A rocket moves upward, starting from rest with an acceleration of 32.0 m/s2 for 3.27 s. It runs out of fuel at the end of the 3.27 s but does not stop. How high does it rise above the ground?
work this in two parts.
launch vf(at end of burn)=a*t
heightatendofburn;1/2 a t^2
Now the second part, start at the height above, with a vi = vf of the burn.
find the max height. at the top, vf=0
vf^2=0=vi^2+2ah where g=-9.8m/s^2, solve for h. Add that h to the heightattheendof burn
To determine the height the rocket rises above the ground, we can use the kinematic equation:
h = h0 + v0t + (1/2)at^2
Where:
h = final height above the ground
h0 = initial height above the ground (assuming it is at ground level)
v0 = initial velocity (which is 0 m/s since it starts from rest)
t = time interval (3.27 s in this case)
a = acceleration (32.0 m/s^2)
Since the rocket starts from rest, h0 = 0. Therefore, the equation simplifies to:
h = v0t + (1/2)at^2
Substituting the given values:
h = (0)(3.27) + (1/2)(32.0)(3.27)^2
Simplifying further:
h = 0 + 0.5 * 32.0 * (3.27)^2
h = 0 + 0.5 * 32.0 * 10.6929
h = 0 + 0.5 * 342.1728
h = 0 + 171.0864
Therefore, the rocket rises approximately 171.1 meters above the ground.

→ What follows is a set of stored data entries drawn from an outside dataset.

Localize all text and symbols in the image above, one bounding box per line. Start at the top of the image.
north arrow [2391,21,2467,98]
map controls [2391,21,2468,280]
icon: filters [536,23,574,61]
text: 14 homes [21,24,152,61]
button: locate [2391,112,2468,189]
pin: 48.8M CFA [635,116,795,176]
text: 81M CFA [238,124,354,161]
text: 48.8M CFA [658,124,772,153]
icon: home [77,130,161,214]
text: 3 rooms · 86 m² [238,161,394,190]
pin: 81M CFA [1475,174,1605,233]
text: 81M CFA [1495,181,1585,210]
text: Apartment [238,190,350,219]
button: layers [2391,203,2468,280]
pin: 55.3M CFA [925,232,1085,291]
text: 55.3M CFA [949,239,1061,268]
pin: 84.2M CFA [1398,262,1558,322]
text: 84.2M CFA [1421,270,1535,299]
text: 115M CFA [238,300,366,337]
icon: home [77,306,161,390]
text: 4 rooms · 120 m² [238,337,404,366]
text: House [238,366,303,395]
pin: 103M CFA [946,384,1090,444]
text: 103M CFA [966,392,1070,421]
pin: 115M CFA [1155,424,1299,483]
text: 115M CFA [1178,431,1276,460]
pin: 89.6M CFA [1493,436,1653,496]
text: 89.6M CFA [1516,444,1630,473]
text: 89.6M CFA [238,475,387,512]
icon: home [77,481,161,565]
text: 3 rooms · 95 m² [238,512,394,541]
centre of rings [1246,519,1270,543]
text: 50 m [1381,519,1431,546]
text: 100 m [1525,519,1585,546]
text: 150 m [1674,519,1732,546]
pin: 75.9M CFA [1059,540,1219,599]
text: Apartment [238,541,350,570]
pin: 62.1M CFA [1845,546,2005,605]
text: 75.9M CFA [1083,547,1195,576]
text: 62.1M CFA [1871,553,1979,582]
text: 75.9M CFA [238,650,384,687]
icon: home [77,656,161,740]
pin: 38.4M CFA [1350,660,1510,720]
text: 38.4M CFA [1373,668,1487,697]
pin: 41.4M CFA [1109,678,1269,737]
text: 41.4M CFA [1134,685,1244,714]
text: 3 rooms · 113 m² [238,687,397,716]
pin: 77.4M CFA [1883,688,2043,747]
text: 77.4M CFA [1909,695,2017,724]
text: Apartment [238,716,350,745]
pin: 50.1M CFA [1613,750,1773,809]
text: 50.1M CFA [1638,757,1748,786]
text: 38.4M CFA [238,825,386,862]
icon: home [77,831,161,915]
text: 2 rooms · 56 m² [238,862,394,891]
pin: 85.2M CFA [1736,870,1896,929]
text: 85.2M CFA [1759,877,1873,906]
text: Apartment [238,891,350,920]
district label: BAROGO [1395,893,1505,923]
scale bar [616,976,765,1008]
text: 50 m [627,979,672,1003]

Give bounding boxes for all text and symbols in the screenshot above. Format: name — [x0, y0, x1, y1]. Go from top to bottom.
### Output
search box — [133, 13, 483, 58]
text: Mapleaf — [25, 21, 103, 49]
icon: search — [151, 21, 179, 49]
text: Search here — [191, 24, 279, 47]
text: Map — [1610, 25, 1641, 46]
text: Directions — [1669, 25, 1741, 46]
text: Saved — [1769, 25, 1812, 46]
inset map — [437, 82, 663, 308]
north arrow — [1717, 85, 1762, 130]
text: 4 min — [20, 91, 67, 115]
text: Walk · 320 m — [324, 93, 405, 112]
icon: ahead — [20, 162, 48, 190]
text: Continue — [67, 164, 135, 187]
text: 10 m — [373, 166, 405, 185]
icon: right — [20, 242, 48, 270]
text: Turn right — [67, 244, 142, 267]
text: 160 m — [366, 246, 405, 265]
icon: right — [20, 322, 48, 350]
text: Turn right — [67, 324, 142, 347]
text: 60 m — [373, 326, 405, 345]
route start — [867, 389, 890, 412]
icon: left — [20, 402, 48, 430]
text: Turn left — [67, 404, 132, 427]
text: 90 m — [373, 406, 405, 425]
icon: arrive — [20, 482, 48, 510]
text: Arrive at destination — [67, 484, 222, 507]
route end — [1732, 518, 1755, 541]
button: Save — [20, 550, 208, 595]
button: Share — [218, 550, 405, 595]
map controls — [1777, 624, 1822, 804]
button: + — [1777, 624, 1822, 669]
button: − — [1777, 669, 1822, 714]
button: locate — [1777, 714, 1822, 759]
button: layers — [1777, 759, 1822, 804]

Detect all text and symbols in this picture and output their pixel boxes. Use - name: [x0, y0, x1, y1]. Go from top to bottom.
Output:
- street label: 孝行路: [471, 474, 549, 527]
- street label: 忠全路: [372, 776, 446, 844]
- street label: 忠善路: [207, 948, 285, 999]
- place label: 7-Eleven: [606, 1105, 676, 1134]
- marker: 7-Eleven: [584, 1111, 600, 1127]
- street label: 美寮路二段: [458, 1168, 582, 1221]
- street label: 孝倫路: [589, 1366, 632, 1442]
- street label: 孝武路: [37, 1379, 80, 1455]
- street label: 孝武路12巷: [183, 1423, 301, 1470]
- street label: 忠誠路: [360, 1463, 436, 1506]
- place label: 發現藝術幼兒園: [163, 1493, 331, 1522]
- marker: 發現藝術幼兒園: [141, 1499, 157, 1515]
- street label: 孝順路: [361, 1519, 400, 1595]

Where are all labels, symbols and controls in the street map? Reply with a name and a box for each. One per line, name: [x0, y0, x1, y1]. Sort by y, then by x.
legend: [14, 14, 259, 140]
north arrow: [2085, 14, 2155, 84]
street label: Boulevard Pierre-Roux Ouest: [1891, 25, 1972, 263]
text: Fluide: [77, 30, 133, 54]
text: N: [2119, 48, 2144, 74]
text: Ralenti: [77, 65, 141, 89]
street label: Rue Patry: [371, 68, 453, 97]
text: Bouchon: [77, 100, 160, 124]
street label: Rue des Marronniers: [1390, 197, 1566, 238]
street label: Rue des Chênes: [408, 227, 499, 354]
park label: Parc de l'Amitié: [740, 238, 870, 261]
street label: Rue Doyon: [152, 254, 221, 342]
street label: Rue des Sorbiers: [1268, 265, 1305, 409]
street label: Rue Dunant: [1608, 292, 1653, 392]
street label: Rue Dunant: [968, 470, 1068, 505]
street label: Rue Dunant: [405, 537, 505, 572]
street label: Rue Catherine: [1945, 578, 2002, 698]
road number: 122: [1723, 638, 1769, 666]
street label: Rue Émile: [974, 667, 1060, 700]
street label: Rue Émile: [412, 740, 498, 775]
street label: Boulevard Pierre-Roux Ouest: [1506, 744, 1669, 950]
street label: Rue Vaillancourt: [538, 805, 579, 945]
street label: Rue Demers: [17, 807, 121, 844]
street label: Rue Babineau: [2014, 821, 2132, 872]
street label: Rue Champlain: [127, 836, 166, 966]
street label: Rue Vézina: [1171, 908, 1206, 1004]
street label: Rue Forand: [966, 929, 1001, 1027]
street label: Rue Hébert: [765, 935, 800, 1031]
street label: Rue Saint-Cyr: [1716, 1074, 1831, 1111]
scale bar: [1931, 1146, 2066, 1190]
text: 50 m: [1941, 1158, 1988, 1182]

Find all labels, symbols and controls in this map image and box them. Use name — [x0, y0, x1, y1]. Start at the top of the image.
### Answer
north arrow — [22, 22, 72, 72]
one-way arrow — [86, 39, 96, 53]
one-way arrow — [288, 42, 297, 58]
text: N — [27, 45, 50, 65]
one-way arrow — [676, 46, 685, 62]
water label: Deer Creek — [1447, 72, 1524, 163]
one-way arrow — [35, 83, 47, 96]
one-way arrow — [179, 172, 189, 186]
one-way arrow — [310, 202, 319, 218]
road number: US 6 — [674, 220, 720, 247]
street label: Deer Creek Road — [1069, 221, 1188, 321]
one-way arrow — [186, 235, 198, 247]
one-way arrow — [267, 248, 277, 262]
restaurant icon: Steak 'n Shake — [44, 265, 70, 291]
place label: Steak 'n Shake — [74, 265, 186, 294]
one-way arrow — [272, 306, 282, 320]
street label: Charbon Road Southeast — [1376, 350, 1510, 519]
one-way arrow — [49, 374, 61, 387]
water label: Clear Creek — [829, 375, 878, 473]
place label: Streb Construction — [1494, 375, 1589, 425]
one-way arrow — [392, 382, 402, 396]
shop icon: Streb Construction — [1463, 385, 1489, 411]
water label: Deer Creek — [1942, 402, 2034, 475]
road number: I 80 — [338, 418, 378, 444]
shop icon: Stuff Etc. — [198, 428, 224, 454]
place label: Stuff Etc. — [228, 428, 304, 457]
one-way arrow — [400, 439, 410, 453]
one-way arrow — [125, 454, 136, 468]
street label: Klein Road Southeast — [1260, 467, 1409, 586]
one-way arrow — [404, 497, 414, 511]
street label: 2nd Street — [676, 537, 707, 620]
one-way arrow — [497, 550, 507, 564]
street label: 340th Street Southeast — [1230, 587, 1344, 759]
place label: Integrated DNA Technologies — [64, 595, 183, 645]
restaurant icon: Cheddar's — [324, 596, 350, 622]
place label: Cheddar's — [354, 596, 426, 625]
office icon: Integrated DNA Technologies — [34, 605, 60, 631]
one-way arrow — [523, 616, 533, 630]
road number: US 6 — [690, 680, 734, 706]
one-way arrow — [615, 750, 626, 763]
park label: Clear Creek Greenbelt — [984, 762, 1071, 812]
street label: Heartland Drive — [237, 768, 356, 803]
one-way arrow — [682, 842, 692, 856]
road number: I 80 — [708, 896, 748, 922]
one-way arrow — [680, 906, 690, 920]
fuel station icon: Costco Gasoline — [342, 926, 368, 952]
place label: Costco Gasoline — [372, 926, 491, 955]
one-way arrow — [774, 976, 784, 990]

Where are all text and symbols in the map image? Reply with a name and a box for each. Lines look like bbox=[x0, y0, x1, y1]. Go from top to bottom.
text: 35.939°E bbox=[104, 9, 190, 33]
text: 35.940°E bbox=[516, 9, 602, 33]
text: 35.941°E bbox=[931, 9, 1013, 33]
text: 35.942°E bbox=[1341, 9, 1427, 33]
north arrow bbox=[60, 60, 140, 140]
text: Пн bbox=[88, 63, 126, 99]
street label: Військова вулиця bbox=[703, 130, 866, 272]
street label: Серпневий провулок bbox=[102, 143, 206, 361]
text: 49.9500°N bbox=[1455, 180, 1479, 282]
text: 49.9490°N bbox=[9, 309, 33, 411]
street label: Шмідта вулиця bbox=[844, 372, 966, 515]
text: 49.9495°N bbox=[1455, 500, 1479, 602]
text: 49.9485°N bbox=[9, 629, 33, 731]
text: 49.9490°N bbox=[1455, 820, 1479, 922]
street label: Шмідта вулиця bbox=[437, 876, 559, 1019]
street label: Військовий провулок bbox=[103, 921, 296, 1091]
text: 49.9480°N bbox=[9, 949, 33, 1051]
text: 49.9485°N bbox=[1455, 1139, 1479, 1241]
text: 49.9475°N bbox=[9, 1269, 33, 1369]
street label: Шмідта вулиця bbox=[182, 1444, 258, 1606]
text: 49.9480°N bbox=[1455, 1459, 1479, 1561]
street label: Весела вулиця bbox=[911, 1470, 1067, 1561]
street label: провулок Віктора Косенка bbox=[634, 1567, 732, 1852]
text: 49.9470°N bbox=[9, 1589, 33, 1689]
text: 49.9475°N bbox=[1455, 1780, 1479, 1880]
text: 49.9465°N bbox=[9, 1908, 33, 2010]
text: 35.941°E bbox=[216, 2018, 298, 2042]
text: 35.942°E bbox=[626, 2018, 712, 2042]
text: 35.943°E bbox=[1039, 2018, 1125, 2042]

To find the height the rocket rises above the ground, we can use the equations of motion.
The equation we will use is:
s = ut + (1/2)at^2
Where:
s = displacement or height
u = initial velocity (which is 0 m/s since the rocket starts from rest)
t = time (3.27 s)
a = acceleration (32.0 m/s^2)
Substituting the values into the equation, we get:
s = 0(3.27) + (1/2)(32.0)(3.27)^2
Simplifying:
s = 0 + 0.5(32.0)(10.6929)
Calculating:
s = 0 + 0.5(342.85)
s = 0 + 171.43
s = 171.43 meters
Therefore, the rocket rises to a height of 171.43 meters above the ground.